Vor rund zwei Jahrzehnten habe ich mein erstes Buch von Cecelia Ahern gelesen: „P.S. Ich liebe dich“. Damals hat mich die emotionale Tiefe völlig mitgerissen - ein Roman, der mir noch lange im Gedächtnis geblieben ist. Genau aus diesem Grund habe ich der Autorin immer wieder eine Chance gegeben. Ihre Klappentexte versprechen stets bewegende Geschichten mit Gefühl, Drama und zwischenmenschlicher Tiefe - und doch: Die Romane konnten mich selten wirklich berühren.

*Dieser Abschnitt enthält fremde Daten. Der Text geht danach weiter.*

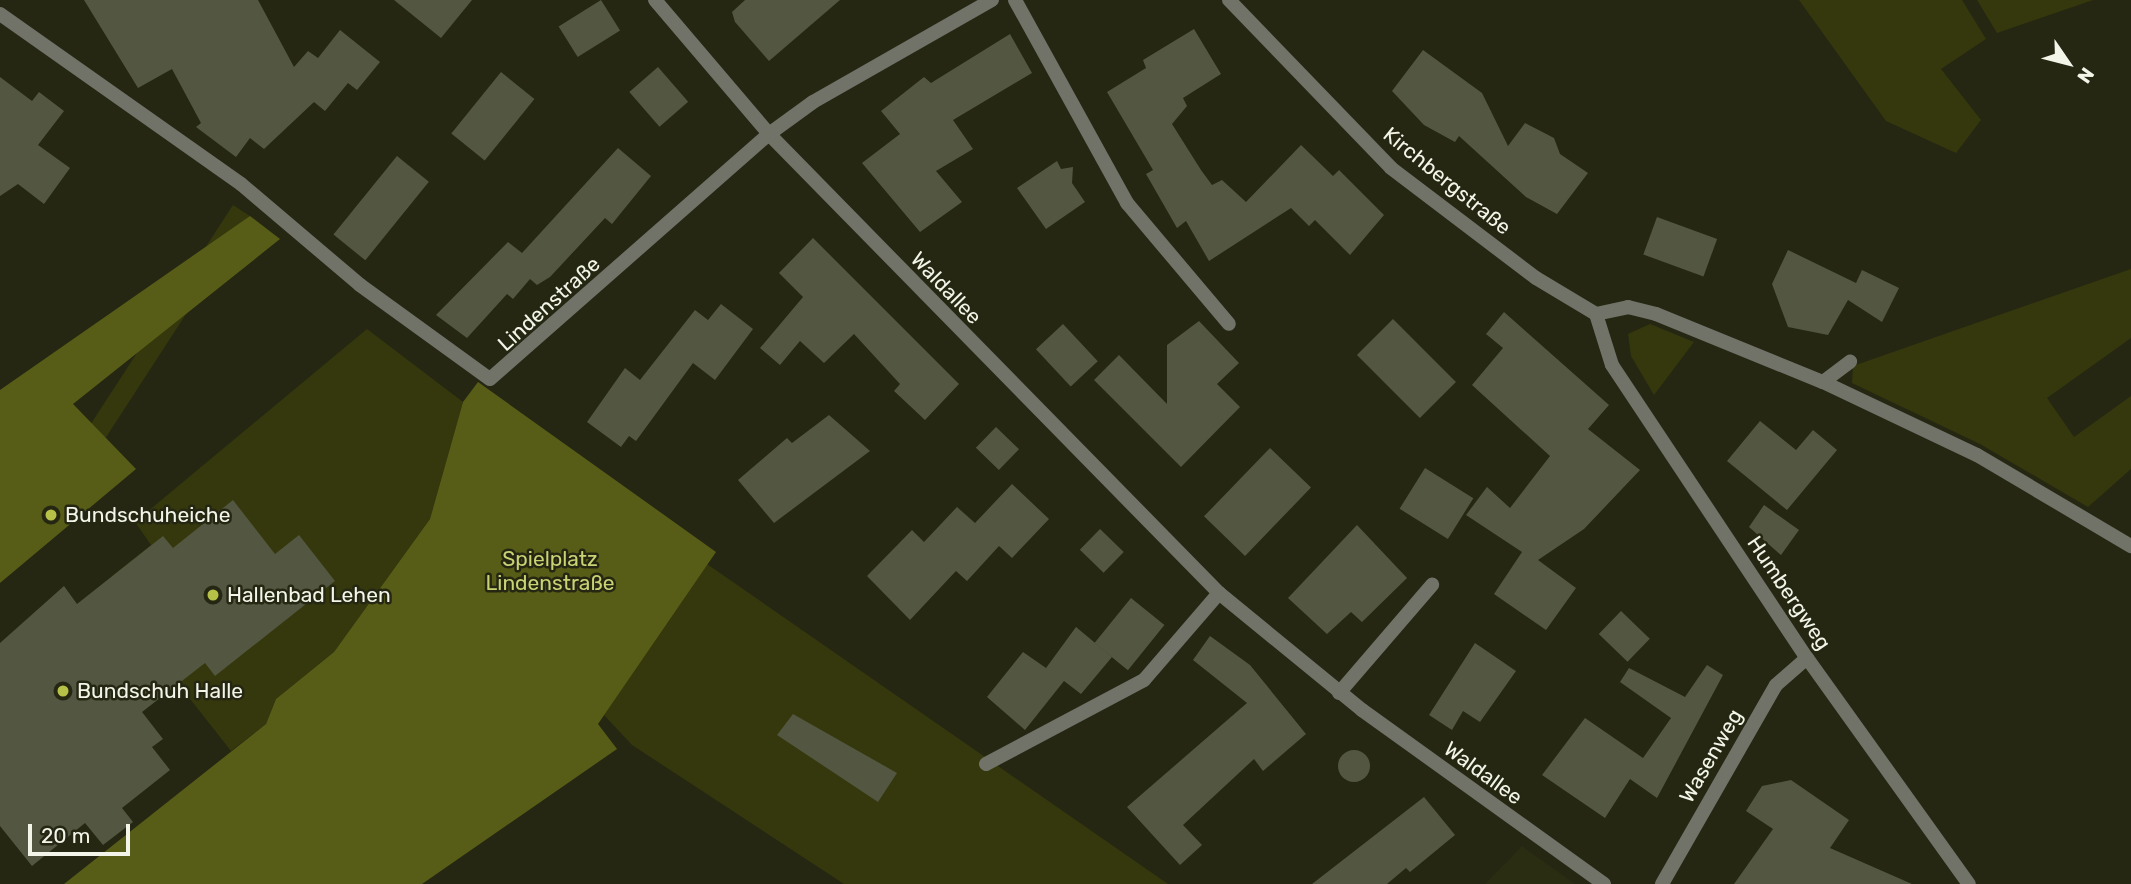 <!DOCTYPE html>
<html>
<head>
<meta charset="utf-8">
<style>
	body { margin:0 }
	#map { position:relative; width:2131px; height:884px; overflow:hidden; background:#252713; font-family:Rubik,sans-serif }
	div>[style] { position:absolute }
	.built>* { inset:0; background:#2b2d12 }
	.green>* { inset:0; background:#35380c; transform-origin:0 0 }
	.forest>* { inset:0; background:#575d17 }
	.building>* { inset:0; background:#535640; transform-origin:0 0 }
	.round { border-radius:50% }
	.lane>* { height:14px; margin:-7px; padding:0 7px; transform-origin:7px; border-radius:7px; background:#717369 }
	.street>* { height:14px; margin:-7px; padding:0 7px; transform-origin:7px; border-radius:7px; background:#717369 }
	.dots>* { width:19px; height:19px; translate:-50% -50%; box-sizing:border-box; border:4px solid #252713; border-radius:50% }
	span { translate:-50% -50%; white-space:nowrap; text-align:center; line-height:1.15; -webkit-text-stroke:5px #252713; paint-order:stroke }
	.street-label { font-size:21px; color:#f3f5e8 }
	.poi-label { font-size:21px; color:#f3f5e8 }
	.left { translate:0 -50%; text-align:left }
	.park-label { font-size:21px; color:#c9d374 }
	.north { position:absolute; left:2033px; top:28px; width:70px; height:70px; -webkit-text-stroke:5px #252713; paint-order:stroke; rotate:125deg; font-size:19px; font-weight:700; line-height:28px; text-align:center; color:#f3f5e8 }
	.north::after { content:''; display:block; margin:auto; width:24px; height:32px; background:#f3f5e8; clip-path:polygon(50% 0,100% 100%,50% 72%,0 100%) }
	.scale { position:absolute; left:28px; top:824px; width:102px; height:32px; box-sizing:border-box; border:4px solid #f3f5e8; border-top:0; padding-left:9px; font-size:21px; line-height:24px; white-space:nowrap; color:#f3f5e8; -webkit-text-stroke:5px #252713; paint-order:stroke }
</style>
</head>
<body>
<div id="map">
	<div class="built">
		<div style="clip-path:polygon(1522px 846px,1575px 884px,1485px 884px)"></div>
	</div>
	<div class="green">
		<div style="clip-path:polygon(1799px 0,1962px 0,1986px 39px,1941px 69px,1981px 120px,1956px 153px,1886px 121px)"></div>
		<div style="clip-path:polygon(1977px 0,2093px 0,1997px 33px)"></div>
		<div style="left:233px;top:205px;width:20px;height:284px;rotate:33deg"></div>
		<div style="clip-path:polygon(2131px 269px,2131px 338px,2047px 398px,2074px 437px,2131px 396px,2131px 469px,2088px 507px,1980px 444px,1852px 383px,1853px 366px)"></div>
		<div style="clip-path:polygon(1650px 324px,1694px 342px,1654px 395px,1631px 356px,1628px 334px)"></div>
		<div style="clip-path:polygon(367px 329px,463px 402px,430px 519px,334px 652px,276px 699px,266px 724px,231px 751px,113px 601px,112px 576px,151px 545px,135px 522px)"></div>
		<div style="clip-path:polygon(707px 564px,1168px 884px,844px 884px,632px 745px,604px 715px)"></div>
	</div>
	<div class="forest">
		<div style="clip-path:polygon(250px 216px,280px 239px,73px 404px,136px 469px,0 583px,0 390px)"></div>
		<div style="clip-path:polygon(478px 382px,716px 552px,598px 724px,617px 749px,422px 884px,64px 884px,266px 724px,276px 699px,334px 652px,430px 519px,463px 402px)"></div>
	</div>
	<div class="building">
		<div style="clip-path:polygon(84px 0,258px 0,294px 67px,308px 51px,318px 58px,340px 30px,380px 62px,357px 90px,348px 83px,325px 111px,314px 102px,264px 149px,250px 138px,236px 157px,196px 127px,201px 123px,172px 69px,138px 88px)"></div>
		<div style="clip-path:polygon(394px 0,472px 0,441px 38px)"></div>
		<div style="left:601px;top:0;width:36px;height:50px;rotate:58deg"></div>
		<div style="clip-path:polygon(745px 0,840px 0,769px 61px,735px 22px,732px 12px)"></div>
		<div style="clip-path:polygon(1194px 29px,1221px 74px,1183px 98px,1187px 106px,1172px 124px,1201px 170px,1212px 185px,1222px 180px,1246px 202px,1301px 145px,1333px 176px,1339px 170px,1384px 215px,1350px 255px,1315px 220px,1309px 226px,1291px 208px,1209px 261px,1186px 221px,1177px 228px,1146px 174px,1153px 170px,1107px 92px,1146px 68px,1143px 60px)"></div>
		<div style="clip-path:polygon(1010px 34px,1032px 73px,953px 120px,973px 149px,936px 171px,962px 202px,920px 232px,862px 163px,900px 134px,881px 111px,924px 77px,931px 83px)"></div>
		<div style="clip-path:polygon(1423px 50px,1482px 93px,1508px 146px,1525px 123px,1554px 138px,1560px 154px,1588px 173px,1557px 214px,1526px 197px,1459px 136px,1455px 142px,1424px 125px,1392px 91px)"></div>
		<div style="left:658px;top:67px;width:46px;height:38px;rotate:49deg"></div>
		<div style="left:501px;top:72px;width:43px;height:79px;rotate:39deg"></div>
		<div style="clip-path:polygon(0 77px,32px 101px,39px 92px,64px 111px,38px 145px,70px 168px,44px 204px,18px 184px,0 196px)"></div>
		<div style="clip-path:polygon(618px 148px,651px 176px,612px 224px,605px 218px,550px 277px,537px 285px,530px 279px,513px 299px,507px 294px,467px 338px,436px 315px,508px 242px,522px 253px)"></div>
		<div style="left:397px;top:156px;width:41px;height:101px;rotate:39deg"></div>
		<div style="clip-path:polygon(1057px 161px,1061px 169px,1073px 167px,1072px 183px,1085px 202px,1046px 229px,1017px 188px)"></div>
		<div style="left:1657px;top:217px;width:64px;height:40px;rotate:20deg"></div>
		<div style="clip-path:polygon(813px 238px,959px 384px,925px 420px,894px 391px,900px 384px,854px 334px,824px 363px,800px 341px,780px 365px,760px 348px,803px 297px,779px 273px)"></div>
		<div style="clip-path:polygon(1788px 250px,1856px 283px,1862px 270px,1899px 288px,1882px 322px,1848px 300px,1828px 335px,1788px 327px,1772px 284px)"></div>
		<div style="clip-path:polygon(721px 304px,753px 329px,715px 380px,693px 363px,636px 441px,629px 436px,621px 447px,587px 422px,625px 368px,640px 380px,695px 310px,708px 320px)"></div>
		<div style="clip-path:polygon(1504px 312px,1609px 405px,1588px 429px,1640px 470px,1584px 529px,1538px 560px,1576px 588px,1546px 630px,1494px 594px,1522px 552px,1466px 515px,1487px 487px,1510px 508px,1550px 456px,1472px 385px,1503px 348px,1486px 334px)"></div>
		<div style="left:1393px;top:319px;width:89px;height:51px;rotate:45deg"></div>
		<div style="clip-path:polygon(1199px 321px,1239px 363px,1217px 384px,1240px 407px,1181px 467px,1094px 380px,1119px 355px,1167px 404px,1167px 345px)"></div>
		<div style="left:1063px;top:324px;width:51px;height:37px;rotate:47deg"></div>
		<div style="clip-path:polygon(829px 415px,870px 451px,774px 523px,738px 480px,787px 438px,792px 443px)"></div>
		<div style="clip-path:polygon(1760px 421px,1796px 450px,1813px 430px,1837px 450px,1787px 510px,1727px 461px)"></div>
		<div style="left:996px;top:427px;width:32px;height:29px;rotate:44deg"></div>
		<div style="left:1270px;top:448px;width:57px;height:95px;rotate:44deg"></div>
		<div style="left:1425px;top:468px;width:57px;height:48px;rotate:32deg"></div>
		<div style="clip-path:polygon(1012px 484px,1049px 519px,1012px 558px,999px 546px,967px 581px,956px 571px,910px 620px,867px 576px,912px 530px,924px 542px,957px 507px,975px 523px)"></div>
		<div style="clip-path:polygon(233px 500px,275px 554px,299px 535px,335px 581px,215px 676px,205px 663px,142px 712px,163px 739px,152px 747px,170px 770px,122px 808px,133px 822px,103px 845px,85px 823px,32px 866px,0 826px,0 643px,64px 586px,77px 604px,163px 536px,173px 548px)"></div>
		<div style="clip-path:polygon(1764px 505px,1799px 530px,1781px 555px,1749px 527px)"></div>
		<div style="clip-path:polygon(1357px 525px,1407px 578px,1362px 622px,1351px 612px,1327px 634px,1288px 598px)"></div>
		<div style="left:1100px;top:529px;width:33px;height:29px;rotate:44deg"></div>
		<div style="left:1131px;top:598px;width:43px;height:58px;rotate:39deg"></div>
		<div style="left:1621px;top:611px;width:40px;height:32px;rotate:44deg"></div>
		<div style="clip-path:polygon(1076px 627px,1112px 657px,1081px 694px,1064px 681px,1025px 730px,987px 697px,1023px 652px,1046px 668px)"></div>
		<div style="clip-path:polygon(1210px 636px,1250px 665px,1306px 734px,1263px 771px,1254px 759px,1183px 825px,1202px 845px,1180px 865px,1127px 807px,1247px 703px,1193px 660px)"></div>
		<div style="clip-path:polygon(1475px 643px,1516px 671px,1480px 722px,1463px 711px,1452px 730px,1429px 715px)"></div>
		<div style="clip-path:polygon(1707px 665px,1723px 675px,1657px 798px,1630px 779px,1605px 818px,1542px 775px,1585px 718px,1643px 758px,1671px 718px,1620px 682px,1629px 668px,1685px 697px)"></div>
		<div style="clip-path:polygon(793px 714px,897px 773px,878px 802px,777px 735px)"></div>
		<div class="round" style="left:1338px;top:750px;width:32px;height:32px"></div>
		<div style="clip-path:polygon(1791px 780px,1849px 820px,1830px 848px,1912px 884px,1734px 884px,1773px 829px,1746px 811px,1762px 786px)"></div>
		<div style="clip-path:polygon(1424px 797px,1455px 835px,1410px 872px,1406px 868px,1387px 884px,1312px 884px)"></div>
	</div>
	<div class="lane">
		<div style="left:1015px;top:0;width:232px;rotate:61.1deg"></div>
		<div style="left:1127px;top:203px;width:158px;rotate:49.9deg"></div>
		<div style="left:1596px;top:314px;width:33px;rotate:-12deg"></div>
		<div style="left:1628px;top:307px;width:29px;rotate:14deg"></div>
		<div style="left:1656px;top:314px;width:180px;rotate:22.2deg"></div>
		<div style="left:1823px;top:382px;width:170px;rotate:25.4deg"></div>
		<div style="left:1977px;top:455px;width:179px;rotate:30.6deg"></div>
		<div style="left:1823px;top:382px;width:34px;rotate:-37deg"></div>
		<div style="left:986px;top:764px;width:179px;rotate:-28deg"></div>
		<div style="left:1144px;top:680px;width:115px;rotate:-49.2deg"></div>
	</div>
	<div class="street">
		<div style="left:655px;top:0;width:176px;rotate:49.6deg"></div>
		<div style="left:769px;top:134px;width:643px;rotate:45.57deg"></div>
		<div style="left:1219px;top:593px;width:185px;rotate:39.3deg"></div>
		<div style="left:1362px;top:710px;width:298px;rotate:35.7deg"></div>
		<div style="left:1229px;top:0;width:233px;rotate:46deg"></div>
		<div style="left:1391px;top:168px;width:182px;rotate:37.2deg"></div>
		<div style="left:1536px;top:278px;width:70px;rotate:31deg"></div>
		<div style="left:1596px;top:314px;width:53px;rotate:72.6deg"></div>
		<div style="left:1612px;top:365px;width:352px;rotate:56.4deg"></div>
		<div style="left:1807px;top:658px;width:278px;rotate:54.4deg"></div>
		<div style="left:0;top:14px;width:295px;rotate:35.2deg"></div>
		<div style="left:241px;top:184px;width:156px;rotate:40.3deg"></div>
		<div style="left:360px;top:285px;width:160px;rotate:35.9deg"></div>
		<div style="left:490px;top:379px;width:371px;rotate:-41.3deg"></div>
		<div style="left:769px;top:134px;width:54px;rotate:-36deg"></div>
		<div style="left:813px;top:102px;width:206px;rotate:-29.7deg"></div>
		<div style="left:1339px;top:693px;width:143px;rotate:-49.3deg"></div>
		<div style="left:1662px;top:884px;width:229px;rotate:-60.2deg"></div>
		<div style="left:1776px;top:685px;width:41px;rotate:-41.1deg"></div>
	</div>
	<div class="dots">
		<div style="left:51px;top:515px;background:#b7c148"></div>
		<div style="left:213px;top:595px;background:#b7c148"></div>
		<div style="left:63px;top:691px;background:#b7c148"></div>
	</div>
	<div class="street-label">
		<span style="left:1447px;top:181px;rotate:39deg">Kirchbergstraße</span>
		<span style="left:946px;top:288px;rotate:46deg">Waldallee</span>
		<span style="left:549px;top:304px;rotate:-42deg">Lindenstraße</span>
		<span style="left:1789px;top:593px;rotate:56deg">Humbergweg</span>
		<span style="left:1711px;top:756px;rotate:-60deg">Wasenweg</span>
		<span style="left:1483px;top:773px;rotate:36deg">Waldallee</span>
	</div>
	<div class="poi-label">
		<span class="left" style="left:65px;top:515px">Bundschuheiche</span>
		<span class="left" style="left:227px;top:595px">Hallenbad Lehen</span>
		<span class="left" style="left:77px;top:691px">Bundschuh Halle</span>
	</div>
	<div class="park-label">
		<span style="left:550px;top:571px">Spielplatz<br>Lindenstraße</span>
	</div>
	<div class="north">N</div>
	<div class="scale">20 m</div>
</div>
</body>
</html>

Mit „Dem Sturm entgegen“ habe ich es nun ein letztes Mal versucht. Leider bleibt auch dieses Buch für mich hinter den Erwartungen zurück.

Im Zentrum der Geschichte steht Enya, eine Frau, die nicht nur Mutter, sondern auch Ärztin ist - ein Balanceakt, der Potenzial für Spannung und emotionale Konflikte bietet. Doch genau an dieser Figur habe ich mich aufgerieben. Enyas Reaktionen wirken oft überzogen, ihre Entscheidungen schwer nachvollziehbar. So bliebt die Hauptfigur für mich schwer zugänglich.

Besonders in Schlüsselszenen, wie etwa am Unfallort, hätte ich mir mehr Professionalität gewünscht - immerhin steht sie dort in ihrer ärztlichen Rolle. Die emotionale Verarbeitung darf und soll natürlich Raum bekommen - aber nicht auf Kosten der Glaubwürdigkeit.

Was mir persönlich gefehlt hat, war eine tiefere psychologische Auseinandersetzung mit ihrem familiären Trauma. In einer Zeit, in der mentale Gesundheit immer mehr in den Fokus rückt, wäre der Schritt zu therapeutischer Hilfe nicht nur realistisch, sondern auch ein starkes Zeichen gewesen.

Ein weiterer Kritikpunkt: Die Nebenfiguren. Sie bleiben größtenteils blass, ihre Entwicklungen treten auf der Stelle. Zwar versucht Ahern, viele Themen und Konflikte zu verweben, doch die Vielzahl an Handlungssträngen wirkt irgendwann überladen. Statt Spannung entsteht Langatmigkeit. Dadurch habe ich mich schwergetan, emotional in die Geschichte einzutauchen.

Ich habe das Buch mit der Hoffnung begonnen, wieder einen emotional bewegenden Roman von Cecelia Ahern zu lesen - so wie damals. Doch „Dem Sturm entgegen“ hat mich erneut nicht erreicht. Vielleicht hat sich mein Lesegeschmack verändert, vielleicht passen Aherns Geschichten und ich einfach nicht zusammen.

Für Fans der Autorin lohnt sich der Blick ins Buch vielleicht dennoch: Die Thematik rund um Familie, Verlust und inneren Konflikt ist durchaus relevant. Wer allerdings auf tiefgehende Charakterentwicklung und authentische Emotionen hofft, könnte hier enttäuscht werden.

„Dem Sturm entgegen“ war somit mein letzter Versuch mit der Bestsellerautorin.